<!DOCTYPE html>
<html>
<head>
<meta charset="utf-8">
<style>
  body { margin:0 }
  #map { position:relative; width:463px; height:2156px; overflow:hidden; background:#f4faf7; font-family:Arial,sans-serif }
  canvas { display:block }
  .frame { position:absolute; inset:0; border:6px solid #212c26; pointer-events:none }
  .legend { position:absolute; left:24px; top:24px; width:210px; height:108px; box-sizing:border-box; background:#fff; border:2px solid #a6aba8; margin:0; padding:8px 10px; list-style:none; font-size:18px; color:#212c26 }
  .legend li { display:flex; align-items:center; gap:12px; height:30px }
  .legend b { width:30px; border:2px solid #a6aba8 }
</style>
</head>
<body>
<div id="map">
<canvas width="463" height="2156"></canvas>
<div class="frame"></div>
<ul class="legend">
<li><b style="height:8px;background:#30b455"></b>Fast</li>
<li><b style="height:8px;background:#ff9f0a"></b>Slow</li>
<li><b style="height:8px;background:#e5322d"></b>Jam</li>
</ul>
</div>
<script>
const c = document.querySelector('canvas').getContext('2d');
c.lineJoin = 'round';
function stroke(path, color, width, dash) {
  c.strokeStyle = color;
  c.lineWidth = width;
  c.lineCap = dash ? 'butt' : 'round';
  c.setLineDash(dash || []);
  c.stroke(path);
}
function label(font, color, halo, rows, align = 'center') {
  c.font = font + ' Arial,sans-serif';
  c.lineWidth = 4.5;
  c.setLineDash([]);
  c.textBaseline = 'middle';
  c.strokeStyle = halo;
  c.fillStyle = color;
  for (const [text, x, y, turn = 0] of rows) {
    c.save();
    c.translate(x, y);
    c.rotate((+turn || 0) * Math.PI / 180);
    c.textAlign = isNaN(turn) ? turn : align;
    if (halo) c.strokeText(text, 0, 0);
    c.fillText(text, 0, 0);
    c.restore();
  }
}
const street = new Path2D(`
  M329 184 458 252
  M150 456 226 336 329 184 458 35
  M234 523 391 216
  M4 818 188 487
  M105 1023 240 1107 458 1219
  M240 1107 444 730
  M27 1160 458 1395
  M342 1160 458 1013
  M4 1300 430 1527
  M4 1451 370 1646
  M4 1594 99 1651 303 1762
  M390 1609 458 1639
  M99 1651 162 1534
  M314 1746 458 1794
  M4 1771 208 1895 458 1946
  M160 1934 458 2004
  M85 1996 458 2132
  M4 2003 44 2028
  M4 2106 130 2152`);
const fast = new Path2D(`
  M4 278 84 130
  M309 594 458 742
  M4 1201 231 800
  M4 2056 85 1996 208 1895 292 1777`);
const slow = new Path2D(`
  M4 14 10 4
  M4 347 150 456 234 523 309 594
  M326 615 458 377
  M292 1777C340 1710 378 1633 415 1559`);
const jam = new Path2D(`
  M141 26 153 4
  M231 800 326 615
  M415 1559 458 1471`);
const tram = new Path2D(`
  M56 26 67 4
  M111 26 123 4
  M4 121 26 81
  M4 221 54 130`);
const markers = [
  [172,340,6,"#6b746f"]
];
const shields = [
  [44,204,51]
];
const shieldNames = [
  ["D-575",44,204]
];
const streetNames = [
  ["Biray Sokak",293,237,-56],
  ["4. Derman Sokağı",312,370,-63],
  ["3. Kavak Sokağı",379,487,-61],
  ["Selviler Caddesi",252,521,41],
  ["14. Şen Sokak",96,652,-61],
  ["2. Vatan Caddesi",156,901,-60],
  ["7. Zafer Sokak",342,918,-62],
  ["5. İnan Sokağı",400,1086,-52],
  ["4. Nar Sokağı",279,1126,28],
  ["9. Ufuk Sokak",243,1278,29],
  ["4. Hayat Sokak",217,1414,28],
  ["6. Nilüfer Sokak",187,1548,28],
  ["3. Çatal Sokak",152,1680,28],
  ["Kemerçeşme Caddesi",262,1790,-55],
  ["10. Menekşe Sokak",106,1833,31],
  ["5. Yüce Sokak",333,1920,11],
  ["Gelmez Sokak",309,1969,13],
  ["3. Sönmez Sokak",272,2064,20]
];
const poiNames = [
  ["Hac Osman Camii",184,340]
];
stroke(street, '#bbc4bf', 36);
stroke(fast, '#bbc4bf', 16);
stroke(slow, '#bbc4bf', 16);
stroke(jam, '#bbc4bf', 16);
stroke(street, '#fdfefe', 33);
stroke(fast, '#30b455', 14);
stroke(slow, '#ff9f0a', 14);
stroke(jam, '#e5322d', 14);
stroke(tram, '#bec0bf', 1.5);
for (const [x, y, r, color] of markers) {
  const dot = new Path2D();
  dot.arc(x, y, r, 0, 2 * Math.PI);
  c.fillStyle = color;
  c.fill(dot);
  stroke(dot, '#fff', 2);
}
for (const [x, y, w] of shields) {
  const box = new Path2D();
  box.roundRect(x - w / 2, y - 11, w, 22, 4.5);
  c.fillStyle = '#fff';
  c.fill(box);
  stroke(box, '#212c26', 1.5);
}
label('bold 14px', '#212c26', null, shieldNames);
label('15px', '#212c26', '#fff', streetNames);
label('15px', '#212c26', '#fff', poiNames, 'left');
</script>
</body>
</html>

——————————

(Directions for this task): Where a line of the data holds the word "function", copy that line.

(Response to the exercise):
function stroke(path, color, width, dash) {
function label(font, color, halo, rows, align = 'center') {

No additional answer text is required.